Voilà une première nouvelle, que j'ai écrite au mois de décembre dernier...
Droit devant elle s'étendait le Pays Nu. Un endroit plat. Une région grande comme celle où elle avait vu le jour, mais une région ou rien ne vivait, où rien ne pouvait survivre. Il y avait très longtemps, alors qu'elle n'était qu'une enfant, Malya y avait apperçu comme une ombre, le temps d'un éclair; une énorme masse noire. Mais rien n'y était passé depuis des éternités.
L'odeure de l'ombre, derniere créature (vivante?) avoir passé là, sautait encore aux narines de Malya de façon extremement agaçante, génante.
Un frisson la parcourut, de terreur glacée mèlé d'éxitation.
La région où elle vivait, avec sa famille, était perdue, isolée, au bout du monde. Son père et sa mère avaient toujours vécu chichement: le sol était pauvre, on n'y trouvait que du lin.. du lin, à perte de vue.
Mais plus loin, derriere le Pays Nu, on racontait qu'il se trouvait un pays fantastique, un pays où la nourriture était abondante, et de qualitée. Là-bas, l'on n'y craignait pas les pluies destructrices, et les odeurs nauséabondes, ici tellement fréquentes, n'y étaient qu'un désagrément rare et passager.
Malya, en âge de fonder une famille, avait décidé de traverser, de traverser le Pays Nu, vers ce paradis.
Un pas.
Un deuxième.
Un troisième, puis elle se mit à courir.De toute la force de son corps, si petite au milieu de ce grand espace, elle courrait.Elle savait que le temps lui serait compté, que si elle s'arrêtait, l'odeur acide qui régnait ici lui ferait perdre connaissance avant qu'elle n'atteigne "l'autre coté".
La distance était longue.
Course contre la montre, contre la misère, course contre cet air qui lui brûlait les poumons.Course contre elle-même, contre la fatigue, grandissante, bientôt omniprésente. Course contre la douleur.
Le sol était élastique.
Au début, c'était agréable:rebondissants, ses pieds se posaient à peine sur le sol. La vitesse la grisait.
La fatigue venant, des articulations se tordaient, douloureuses, et les faux pas se multipliaient.
Le sol était clair.
Au début, c'était agréable: Elle voyait loin, plus loin que d'ordinaire. Sur cette grande étendue, ou rien ne faisait obstacle à son regard, elle avait l'impression de voir le bout du monde.
Le temps passant, ses yeux fatigués se fermaient d'éblouissement, et sa course, de moins en moins rapide, se faisait zig-zagante.
Alors qu'elle se savait a mi-chemin, les vapeures odorantes qui saturaient l'atmosphère lui brouillaient les idées, le regard. Elle croyait voir, dans le lointain,droit devant, des couleurs. Des couleurs, du jaune, du bleu, du rouge.Pour Malya, qui n'avait jamais connu les couleurs que par ternes paillettes, ce ne pouvait être qu'une illusion.
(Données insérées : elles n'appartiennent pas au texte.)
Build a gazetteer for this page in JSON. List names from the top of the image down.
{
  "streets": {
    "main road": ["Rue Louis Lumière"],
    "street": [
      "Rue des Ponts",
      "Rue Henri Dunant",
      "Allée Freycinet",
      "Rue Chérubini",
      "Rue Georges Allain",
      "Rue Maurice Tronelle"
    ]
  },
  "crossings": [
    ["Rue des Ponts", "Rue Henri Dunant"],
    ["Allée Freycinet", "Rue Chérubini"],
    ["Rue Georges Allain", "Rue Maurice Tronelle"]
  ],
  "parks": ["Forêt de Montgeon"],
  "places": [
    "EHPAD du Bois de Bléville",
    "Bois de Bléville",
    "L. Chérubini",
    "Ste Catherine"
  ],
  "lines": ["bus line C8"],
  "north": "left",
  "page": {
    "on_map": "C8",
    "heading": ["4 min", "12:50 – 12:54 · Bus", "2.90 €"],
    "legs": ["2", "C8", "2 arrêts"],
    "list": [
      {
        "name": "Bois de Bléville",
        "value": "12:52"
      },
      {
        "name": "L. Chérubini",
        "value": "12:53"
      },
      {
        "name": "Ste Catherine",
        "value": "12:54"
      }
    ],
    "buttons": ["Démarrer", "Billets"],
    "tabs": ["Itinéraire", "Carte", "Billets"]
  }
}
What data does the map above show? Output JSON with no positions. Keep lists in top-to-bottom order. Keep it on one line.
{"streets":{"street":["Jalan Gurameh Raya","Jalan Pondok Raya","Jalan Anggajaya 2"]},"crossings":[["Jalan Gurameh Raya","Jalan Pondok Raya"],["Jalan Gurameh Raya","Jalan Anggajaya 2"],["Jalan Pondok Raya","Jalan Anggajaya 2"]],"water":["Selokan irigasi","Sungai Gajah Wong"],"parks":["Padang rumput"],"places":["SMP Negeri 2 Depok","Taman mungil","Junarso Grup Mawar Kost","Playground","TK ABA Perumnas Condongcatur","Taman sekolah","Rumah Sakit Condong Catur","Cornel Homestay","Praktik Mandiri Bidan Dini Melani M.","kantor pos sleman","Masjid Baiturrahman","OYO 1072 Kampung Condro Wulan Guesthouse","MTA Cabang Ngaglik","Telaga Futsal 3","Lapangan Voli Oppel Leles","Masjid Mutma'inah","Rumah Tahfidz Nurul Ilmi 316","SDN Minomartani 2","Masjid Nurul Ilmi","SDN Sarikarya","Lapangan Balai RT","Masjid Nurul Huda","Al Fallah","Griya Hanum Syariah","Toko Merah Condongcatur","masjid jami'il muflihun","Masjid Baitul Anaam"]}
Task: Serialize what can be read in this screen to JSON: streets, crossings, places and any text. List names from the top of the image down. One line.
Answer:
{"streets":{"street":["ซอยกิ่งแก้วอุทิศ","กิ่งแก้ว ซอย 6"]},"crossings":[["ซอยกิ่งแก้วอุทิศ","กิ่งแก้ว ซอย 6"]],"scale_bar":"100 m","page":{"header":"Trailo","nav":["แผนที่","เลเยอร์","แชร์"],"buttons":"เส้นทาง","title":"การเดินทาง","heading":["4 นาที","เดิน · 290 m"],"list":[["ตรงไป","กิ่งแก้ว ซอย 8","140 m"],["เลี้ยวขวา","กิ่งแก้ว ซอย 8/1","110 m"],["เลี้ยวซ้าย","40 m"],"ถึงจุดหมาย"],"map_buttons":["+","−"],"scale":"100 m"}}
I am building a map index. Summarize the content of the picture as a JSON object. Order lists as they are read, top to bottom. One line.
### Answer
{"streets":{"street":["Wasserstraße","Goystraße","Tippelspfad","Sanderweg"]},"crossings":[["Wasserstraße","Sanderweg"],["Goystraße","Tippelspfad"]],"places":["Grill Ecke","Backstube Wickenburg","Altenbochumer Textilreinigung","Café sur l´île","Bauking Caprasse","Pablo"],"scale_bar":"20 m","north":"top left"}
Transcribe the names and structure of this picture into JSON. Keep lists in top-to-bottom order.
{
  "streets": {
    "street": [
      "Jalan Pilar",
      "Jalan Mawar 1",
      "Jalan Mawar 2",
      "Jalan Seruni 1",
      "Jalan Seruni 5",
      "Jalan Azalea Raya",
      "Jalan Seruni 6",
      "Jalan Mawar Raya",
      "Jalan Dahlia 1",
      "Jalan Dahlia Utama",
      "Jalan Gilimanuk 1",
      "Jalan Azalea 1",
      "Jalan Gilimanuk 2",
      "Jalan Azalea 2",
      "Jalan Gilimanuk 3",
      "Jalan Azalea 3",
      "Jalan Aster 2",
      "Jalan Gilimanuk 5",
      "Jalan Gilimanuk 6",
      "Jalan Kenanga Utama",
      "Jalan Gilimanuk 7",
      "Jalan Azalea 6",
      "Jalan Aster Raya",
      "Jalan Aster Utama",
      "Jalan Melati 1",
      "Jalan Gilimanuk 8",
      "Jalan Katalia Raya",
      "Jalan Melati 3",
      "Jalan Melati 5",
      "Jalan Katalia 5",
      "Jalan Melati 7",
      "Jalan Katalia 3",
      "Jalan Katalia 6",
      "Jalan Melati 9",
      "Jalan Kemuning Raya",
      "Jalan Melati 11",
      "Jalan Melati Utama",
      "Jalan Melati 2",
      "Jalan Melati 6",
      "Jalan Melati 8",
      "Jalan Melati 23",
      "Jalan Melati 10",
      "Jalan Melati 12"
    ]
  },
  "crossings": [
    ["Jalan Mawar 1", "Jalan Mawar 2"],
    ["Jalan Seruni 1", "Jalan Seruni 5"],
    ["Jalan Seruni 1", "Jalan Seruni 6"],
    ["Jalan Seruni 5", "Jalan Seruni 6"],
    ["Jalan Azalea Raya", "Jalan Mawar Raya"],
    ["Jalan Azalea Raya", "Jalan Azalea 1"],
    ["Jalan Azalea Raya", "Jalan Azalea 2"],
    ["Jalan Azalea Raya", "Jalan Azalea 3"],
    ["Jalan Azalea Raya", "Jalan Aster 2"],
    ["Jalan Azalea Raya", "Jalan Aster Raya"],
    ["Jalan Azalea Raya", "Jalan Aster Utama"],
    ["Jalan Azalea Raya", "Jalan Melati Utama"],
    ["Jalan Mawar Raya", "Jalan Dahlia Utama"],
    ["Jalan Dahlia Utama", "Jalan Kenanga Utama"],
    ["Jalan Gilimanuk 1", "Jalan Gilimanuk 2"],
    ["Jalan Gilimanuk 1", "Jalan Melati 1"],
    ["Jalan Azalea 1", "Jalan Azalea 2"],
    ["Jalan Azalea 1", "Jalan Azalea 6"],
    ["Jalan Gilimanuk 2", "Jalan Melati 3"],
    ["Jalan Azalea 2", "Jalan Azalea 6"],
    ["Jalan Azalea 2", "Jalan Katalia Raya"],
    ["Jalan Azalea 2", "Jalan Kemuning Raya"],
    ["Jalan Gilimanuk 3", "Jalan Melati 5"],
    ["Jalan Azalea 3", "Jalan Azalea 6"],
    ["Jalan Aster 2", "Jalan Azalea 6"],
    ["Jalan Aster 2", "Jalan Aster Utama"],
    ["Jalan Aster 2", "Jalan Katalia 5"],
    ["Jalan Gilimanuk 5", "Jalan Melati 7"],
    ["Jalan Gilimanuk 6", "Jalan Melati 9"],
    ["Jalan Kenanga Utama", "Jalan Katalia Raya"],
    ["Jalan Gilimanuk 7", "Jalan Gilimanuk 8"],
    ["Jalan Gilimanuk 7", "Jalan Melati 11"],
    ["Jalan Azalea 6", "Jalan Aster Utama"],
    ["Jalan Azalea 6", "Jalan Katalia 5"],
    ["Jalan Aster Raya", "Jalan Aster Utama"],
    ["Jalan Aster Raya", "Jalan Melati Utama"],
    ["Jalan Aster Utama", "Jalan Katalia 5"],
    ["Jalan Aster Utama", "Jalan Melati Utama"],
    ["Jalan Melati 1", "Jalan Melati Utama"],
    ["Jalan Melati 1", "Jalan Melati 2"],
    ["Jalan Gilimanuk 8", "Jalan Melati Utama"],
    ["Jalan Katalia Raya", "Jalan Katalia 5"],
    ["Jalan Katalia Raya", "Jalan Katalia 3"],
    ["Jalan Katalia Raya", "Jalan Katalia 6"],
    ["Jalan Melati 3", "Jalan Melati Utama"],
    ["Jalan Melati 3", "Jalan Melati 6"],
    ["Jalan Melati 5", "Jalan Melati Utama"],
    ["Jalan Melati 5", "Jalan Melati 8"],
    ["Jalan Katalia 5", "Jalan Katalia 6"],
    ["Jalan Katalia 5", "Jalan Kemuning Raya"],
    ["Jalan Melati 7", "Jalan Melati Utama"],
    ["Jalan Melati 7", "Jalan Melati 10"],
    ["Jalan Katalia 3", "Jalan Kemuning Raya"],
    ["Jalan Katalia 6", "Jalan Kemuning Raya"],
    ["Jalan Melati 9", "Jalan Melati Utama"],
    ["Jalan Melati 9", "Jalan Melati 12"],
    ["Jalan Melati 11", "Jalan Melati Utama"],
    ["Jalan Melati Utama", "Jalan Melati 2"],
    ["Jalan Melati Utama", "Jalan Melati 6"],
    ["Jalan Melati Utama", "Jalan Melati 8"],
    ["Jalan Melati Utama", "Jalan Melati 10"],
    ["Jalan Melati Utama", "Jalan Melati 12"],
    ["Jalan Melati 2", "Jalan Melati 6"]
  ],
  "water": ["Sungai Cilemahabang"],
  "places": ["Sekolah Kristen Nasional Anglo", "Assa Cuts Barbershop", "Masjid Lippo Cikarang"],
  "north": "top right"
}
Le gris disparraissait.
Cepandant cette vision ne s'éloignait pas tandis qu'elle avançait, et grandissait, grandissait jusqu'à former une muraille de couleurs, de plus en plus.. immense. Immense, c'était le mot. Malya n'avançait plus que par petits pas, fascinée, contemplant cet étalage, entassement de couleurs vives.
Jamais elle ne pourrait franchir cela.
Si le pays merveilleux était derrière , ou au sommet de ces montagnes colorées, il était innaccessible.
Pourtant, et malgré la douleur dans son corps, elle avançait toujours. Et bientot, progressivement, se dessina dans la paroi un escalier naturel qui semblait glisser le long de la muraille, raide ici, presque horizontal a d'autres endroits. L'espoir lui revenait.
Sa course reprit: ses yeux, déja brouillés, lui disaient que ses forces et sa résistance seraient tout juste suffisantes pour arriver, avant de perdre la raison.
Enfin, elle y était.
De blanc, le sol devint soudain rouge. D'un rouge intense.
D'élastique, le sol devenait plus doux, plus moelleux, plus végétal: elle n'avançait plus sur un sol nu.
Un pas.
Un deuxième.
Là-bas, elle appercevait du mouvement, elle percevait des voix. Amis où ennemis? Peu importait. ils étaient loin encore.
Malya, épuisée, asphixiée, s'éloignait par petits pas de la zone mortelle.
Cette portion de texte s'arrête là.